Frequent blood transfusions can also lead to an overload of iron, which can make it more difficult to find matching blood in the future.

“Since blood transfusion is the only approach to treating sickle cell emergencies, it is imperative to reduce the barriers to finding a blood match,” says Dr. Azar.

2. Bone marrow transplant

During a bone marrow transplant, doctors replace abnormal stem cells with healthy stem cells from a donor. Patients stay in the hospital for 1 to 2 weeks before the procedure.

Special medications — and sometimes radiation — destroy the abnormal stem cells leftover in the patient’s bone marrow. They also weaken the immune system, preventing the patient’s body from attacking bone marrow from the donor. Like a blood transfusion, doctors must ensure the patient’s HLA and blood type match those of the donor.

The medications and radiation may lead to:

  • Nausea and vomiting

  • Diarrhea

  • Tiredness

  • Mouth sores

  • Skin rashes

  • Hair loss

  • Liver damage

People inherit HLA types, which means ethnicity can make it much more difficult to find a match for a blood transfusion or a bone marrow transplant. According to the Be The Match Registry®, white patients have a 79% chance of finding a bone marrow match. Black patients only have a 29% chance.

What centers offer gene therapy for sickle cell disease?

When successful, Casgevy and Lyfgenia allow bone marrow to create enough healthy red blood cells to limit the effects of sickle cells. According to the FDA, patients who underwent both treatments experienced significant relief from sickle cell vasoocclusive events (VOEs), or pain crises, in separate clinical trials.

Few medical centers nationwide offer either therapy. Vertex has authorized 9 centers to administer its treatment. Bluebird Bio has authorized 27.

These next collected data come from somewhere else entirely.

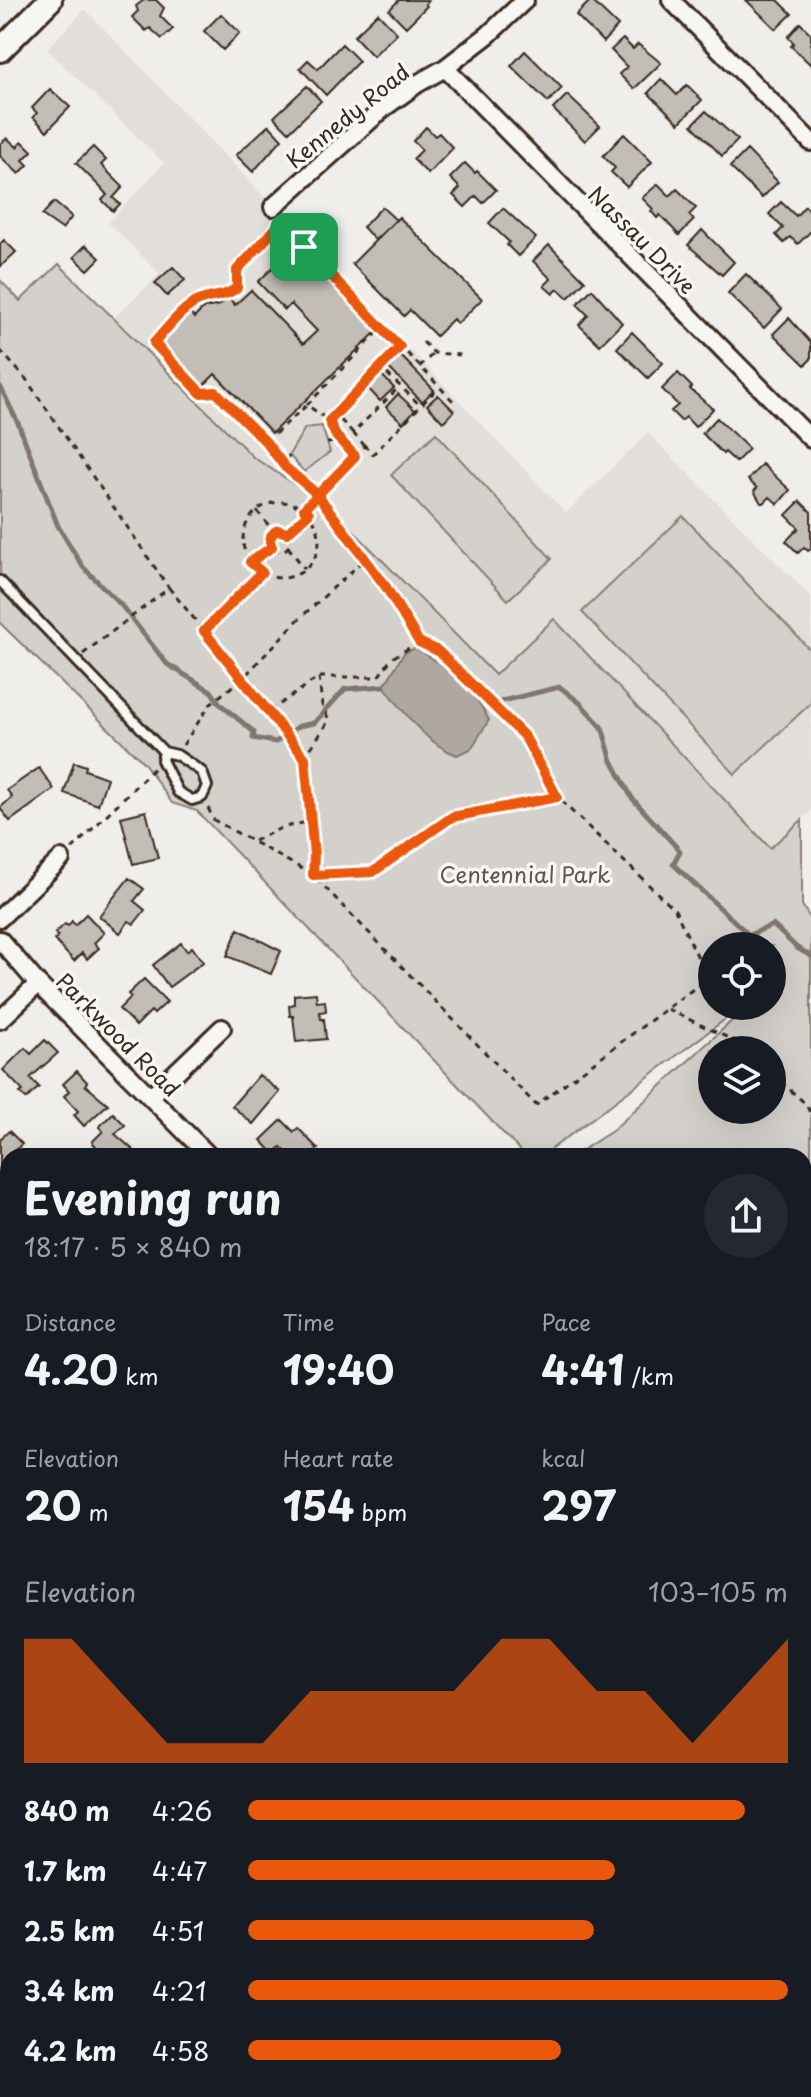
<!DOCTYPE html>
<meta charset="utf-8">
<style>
:root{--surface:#171b24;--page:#242831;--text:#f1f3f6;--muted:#9ea1a6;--accent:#ea580c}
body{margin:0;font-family:"Playpen Sans",sans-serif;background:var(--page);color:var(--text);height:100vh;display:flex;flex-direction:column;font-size:30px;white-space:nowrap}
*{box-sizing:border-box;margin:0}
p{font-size:26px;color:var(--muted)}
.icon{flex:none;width:44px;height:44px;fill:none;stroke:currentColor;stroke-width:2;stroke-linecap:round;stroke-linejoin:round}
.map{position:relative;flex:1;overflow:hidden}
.panel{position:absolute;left:0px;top:1148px;width:812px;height:950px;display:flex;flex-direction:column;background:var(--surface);border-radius:24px 24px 0 0;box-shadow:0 8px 32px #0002}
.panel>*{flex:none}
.buttons{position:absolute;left:698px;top:932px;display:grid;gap:16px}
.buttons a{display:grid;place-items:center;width:88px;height:88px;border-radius:50%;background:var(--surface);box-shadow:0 8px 32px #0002;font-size:40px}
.pin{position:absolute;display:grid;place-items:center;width:68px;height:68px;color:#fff;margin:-34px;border-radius:16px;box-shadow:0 4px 12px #0006}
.round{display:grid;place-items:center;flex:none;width:84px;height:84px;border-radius:42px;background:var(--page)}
.headline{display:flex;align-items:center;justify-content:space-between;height:136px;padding:0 24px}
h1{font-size:44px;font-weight:700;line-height:60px}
.metrics{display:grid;grid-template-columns:repeat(3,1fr);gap:12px;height:136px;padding:8px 24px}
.metrics div{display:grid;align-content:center}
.metrics b{font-size:40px;font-weight:700}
.metrics small{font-size:22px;font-weight:400}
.metrics p{font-size:22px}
.chart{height:224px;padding:16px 24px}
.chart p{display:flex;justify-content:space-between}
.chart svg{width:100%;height:144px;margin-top:8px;fill:var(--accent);opacity:.7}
ul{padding:0 24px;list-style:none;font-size:26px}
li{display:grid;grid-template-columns:128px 96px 1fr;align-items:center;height:60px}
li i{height:20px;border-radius:10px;background:var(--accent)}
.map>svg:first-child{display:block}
</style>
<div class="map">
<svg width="811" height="2097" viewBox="0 0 811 2097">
<rect width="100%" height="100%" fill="#efeeea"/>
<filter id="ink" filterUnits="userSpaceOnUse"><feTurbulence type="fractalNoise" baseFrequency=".0125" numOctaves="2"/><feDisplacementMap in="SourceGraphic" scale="16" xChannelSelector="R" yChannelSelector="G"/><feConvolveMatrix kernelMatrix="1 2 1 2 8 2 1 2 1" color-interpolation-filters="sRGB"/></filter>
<g filter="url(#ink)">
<path fill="#e2dfdb" d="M85,9L566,513L648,433L811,597V811L771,849L554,619L496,676L331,508L253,457L113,319L160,274L108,223L164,163L47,49Z"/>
<path fill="#d4d1cc" stroke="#887e75" stroke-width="2" fill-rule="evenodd" d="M59,264L253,457L331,508L495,675L554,619L770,848L802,820V905L811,920V1528L804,1533V1156H573L612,1131L748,1006H772V946H712V1006H743L542,1156H525L197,811L172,803L144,763L0,623V280L20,301ZM712,1050H772V1110H712Z
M322,426L330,452L304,472L289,455L305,428Z
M436,433L552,559L508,600L391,475Z
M683,516L811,651V703L735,774L582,612Z
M8,1742V2074L0,2071V1745Z
M25,2090H589L583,2097H30Z"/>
<path fill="#afa8a1" stroke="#81766d" stroke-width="2" d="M415,648C447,665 473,687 489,720L471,749L457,755C426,744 404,712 384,686L404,653Z"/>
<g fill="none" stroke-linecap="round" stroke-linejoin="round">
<path stroke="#81766d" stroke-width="5" d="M0,386L18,423L58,526L83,567L121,605L167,664L211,691L220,704L254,732L253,738L276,742L299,726L314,723L345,689L384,686
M502,701L560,687L580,703L602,727L612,761L632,798L680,851L673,864L749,935L773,925L797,948L811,956"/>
</g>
<path fill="#c2bdb7" stroke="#3b2a1e" stroke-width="2" d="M144,0H156L164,8L160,16L173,29L162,39L150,28L146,31L132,17L138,11L136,6Z
M399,0H429L425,4L427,6L406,27L389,10Z
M591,0L618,26L603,42L576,15Z
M746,0H778L792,14L776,29Z
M378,13L397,33L373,56L354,36Z
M221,14L240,33L223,50L204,31Z
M800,23L811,34V65L791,46L794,43L788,37Z
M623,39L633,49L638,44L661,63L634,89L619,74L627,67L611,50Z
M342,44L359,61L326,95L300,68L308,60L318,69Z
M525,51L562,88L548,102L511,66Z
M661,79L677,95L687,85L702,100L679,123L648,93Z
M307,86L321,101L289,132L274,117Z
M50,89L70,107L47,131L33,117L37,113L32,108Z
M567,95L600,126L585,141L553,109Z
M706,111L738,140L722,156L692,125Z
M269,125L282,139L253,172L236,155Z
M426,127L435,136L439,133L453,148L428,174L413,159L422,150L413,141Z
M624,134L652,162L627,187L611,172L615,168L603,156Z
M7,138L17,147L22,141L32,151L23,160L28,165L19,174L0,156V144Z
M93,147L106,160L101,165L123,187L113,198L120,204L113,211L102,200L107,195L101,188L76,163Z
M747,150L778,182L762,198L730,167Z
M465,163L475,173L477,171L496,190L483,203L476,196L465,207L453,195L460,188L450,178Z
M658,184L670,196L677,189L696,208L689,215L694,220L679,235L660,215L657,218L651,211L653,209L642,198Z
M54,202L72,217L62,229L42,215Z
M781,202L796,216L805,206L811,212V231L798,244L790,237L784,243L776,235L783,228L769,214Z
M382,207L396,220L375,240L363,227Z
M503,208L536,238L518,256L507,245L509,242L489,223Z
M399,217L482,299L457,324L453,319L436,336L410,310L404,316L352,264Z
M702,230L734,262L722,275L688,245Z
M4,240L16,252L0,267V244Z
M86,245L100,258L88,270L74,257Z
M549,245L585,281L568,298L558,289L553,294L544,286L551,279L533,261Z
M294,247L377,331L272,433L215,374L201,388L158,344L190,313L194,318L204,308L220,305L228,297L235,305L251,290L303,344L317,331L291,304L285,310L258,282Z
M173,267L185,280L167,296L155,283Z
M746,274L782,309L764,328L728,293Z
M592,289L622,323L600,345L579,325L588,315L577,304Z
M789,318L811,343V359L805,365L773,334Z
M632,332L663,363L648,378L617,348Z
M397,352L434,390L422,402L385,364Z
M379,372L394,388L380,401L365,385Z
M678,373L692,387L690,389L713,409L695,427L686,417L681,421L671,411L678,405L662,389Z
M398,394L415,410L403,423L386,407Z
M438,395L454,411L443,422L427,405Z
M717,418L749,449L736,462L725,452L723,454L702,433Z
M762,464L790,490L778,504L770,497L764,503H761L754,491L757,488L748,480Z
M800,501L811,512V549L808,551L804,547L798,553L786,541L799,528L786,515Z
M74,762L86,766L85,770L107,778L98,805L64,793Z
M39,768L54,789L10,821L0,808L12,797L7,790Z
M146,811L158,858L133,864L121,817Z
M129,878L144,889L134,901L145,910L134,924L129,921L120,933L99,916Z
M86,914L104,933L94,943L99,948L87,959L82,953L74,961L54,940L58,936L55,933L65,924L68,926L72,921L75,925Z
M238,929L281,951L271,974L227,956Z
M181,943L187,951L192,947L203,962L169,987L153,965Z
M144,979L167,1002L154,1014L151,1011L136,1026L119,1009L131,997L128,994Z
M316,993L317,1002L325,1001L326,1011L320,1012L321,1019H324L326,1039L296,1042L293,1016H290L289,1006L294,1004V995Z
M45,1040L58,1053L30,1078L39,1087L26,1099L20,1093L23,1091L3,1070L25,1048L31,1054Z
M77,1071L87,1082L85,1085L108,1104L84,1126L74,1115L78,1111L64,1096L69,1091L63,1084Z
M259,1075L280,1092L253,1124L232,1106Z
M113,1113L125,1125L115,1134L140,1156H105L92,1142L103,1131L99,1127Z
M282,1120L294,1132L298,1128L318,1149L310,1156H290L281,1147L274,1154L261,1140Z
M9,1131L22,1144L11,1154L13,1156H8V1182L0,1190V1139Z
M0,1332L8,1341V1354L0,1361Z
M7,1402L8,1445L3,1450L0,1447V1409Z
M805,1988L811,1993V2024L804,2032Z"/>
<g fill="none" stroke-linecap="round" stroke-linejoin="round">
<g stroke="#3b2a1e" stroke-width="14">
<path id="service" d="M0,581L164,752L177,755L202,772L207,786L202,797L192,800L178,792L162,760L164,752"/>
</g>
<g stroke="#3b2a1e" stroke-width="22">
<path id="minor" d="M671,0L811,142
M445,68L811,439
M273,207L385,107L417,84L445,68L488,35L525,0
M0,918L61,859
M0,940L38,984L209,1156
M0,1020L38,984
M151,1096L222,1028
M0,1269L8,1278
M0,1511L8,1505"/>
</g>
<g stroke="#3b2a1e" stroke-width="28">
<path id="secondary" d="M0,50L50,0
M804,1877L811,1869
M614,2097L620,2090"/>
</g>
<path stroke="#3b2a1e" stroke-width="3" stroke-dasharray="6 6" stroke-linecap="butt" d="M280,224L237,270V288C222,298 215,295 201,300C182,307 168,328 154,343L201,393L216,392L266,442L285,467
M281,225L298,239L455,403
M423,342L434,353L461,355
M400,348L381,368L421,406
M0,350L26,379L169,588
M419,367L434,353
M307,405L382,328
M322,426L332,423
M353,433L335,414L381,368
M266,442L307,405L332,423L336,436L355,456
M327,443L341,441
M365,446L353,433L400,386
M289,455L285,467C341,515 381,579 419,642
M243 540a38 38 0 1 1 76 0a38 38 0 1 1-76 0Z
M305,508L365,446L373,454L439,387
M257,511L274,532
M270 541a10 10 0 1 1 20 0a10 10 0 1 1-20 0Z
M287,533L308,514
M288,547L305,569
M250,562L272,547
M204,631L261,573
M83,654L169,588L276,719L305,758L314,855L313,875
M319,677H378L392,658L419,642L438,651L525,737L557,797
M270,711L319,677L322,705L329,720L305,757
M183,745L211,703L243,678L298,620L365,559
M208,808L214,820L313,875L536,1105L708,978L675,910L557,797L452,817L373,872L313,875
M254,841L281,828L311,821
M72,849L155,767
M667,1009L735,1041L745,1050
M772,1074L806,1104L811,1115
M804,1289L811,1276
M234,2090L235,2097"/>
<use href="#service" stroke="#f6f6f2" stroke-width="8"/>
<use href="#minor" stroke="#f6f6f2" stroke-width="16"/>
<use href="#secondary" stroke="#f6f6f2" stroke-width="22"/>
</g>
</g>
<g fill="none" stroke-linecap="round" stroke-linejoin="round" filter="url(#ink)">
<g stroke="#fff" stroke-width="16">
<path id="route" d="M304,247L400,347L329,421L336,436L355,456L304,509L309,513L287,533L278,530C271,533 268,539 272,547L250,562L262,572L204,631L305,758L314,855L313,875L373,872L452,817L557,797L525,737L438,651L419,642L386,587L317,494L285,467L266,442L216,392L201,393L154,343C168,328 182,307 201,300C215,295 222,298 237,288V270L280,224L304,247"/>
</g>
<use href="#route" stroke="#ea580c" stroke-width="10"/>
</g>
<g text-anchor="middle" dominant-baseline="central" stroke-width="7" stroke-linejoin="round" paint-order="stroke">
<g font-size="22" fill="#3b2a1e" stroke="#f6f6f2">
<text transform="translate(347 115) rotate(-39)">Kennedy Road</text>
<text transform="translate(643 239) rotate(45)">Nassau Drive</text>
<text transform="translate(119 1034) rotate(45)">Parkwood Road</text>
</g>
<g font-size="22" fill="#61544a" stroke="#f6f6f2">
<text x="525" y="873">Centennial Park</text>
</g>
</g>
</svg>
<div class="buttons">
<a><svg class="icon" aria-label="locate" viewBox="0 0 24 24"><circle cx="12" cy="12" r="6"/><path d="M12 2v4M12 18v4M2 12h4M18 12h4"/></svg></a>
<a><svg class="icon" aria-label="layers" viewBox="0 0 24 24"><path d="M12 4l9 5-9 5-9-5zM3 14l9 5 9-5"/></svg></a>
</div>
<div class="pin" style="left:304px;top:247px;background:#1e9e55"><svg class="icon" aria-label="arrive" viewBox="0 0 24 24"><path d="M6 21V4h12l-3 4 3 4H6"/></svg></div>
<section class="panel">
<div class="headline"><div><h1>Evening run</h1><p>18:17 · 5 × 840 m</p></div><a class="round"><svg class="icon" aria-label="share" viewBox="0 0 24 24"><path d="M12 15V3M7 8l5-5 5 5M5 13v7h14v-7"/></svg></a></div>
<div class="metrics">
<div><p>Distance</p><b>4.20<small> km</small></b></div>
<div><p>Time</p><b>19:40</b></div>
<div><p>Pace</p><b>4:41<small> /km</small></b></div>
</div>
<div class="metrics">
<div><p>Elevation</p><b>20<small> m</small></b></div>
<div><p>Heart rate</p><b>154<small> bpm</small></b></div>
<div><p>kcal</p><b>297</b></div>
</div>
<div class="chart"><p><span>Elevation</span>103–105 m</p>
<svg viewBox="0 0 160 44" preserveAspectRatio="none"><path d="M0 44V6L10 6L20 22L30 38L40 38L50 38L60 22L70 22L80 22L90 22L100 6L110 6L120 22L130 22L140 38L150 22L160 6V44z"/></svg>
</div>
<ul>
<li><b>840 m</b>4:26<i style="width:92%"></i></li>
<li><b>1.7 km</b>4:47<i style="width:68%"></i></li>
<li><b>2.5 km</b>4:51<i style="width:64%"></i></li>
<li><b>3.4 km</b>4:21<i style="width:100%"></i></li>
<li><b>4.2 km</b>4:58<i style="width:58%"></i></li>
</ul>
</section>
</div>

Mass General meets several requirements for offering Casgevy. The requirements, set by the National Alliance of Sickle Cell Centers, include having:

  • A comprehensive SCD center

  • A bone marrow transplant center accredited by the Foundation for the Accreditation of Cellular Therapy

  • An apheresis unit, which helps separate the different components of blood

  • Social work, mental health care, nursing care, and nutritional support services

Expanding access to gene therapy for sickle cell disease

Dr. Azar says the Comprehensive Sickle Cell Disease Treatment Center at Mass General aims to make Casgevy more accessible to the thousands of patients who need it.

The center actively addresses accommodations for patients traveling long distances. Its clinicians have also advocated for bills in the Massachusetts State Legislature that would require insurance providers to cover the costs of fertility treatments.

Additional resources offered by the center include:

  • Individualized techniques for treating pain, such as yoga, massage therapy, and acupuncture

  • An SCD chaplain for spiritual care

  • A medical exercise specialist who can help to set personalized exercise and nutritional plans

  • Dedicated palliative care providers who can help strategize around symptom management and survivorship

  • Dedicated primary care providers who can provide preventative care and improve overall wellness

“The sad reality is that many sickle cell patients have been told they’re never going to live past their 40s, and never invested in a home or a retirement plan,” says Dr. Azar. “The power of gene cell therapy potentially gives us an opportunity to rewrite this narrative.”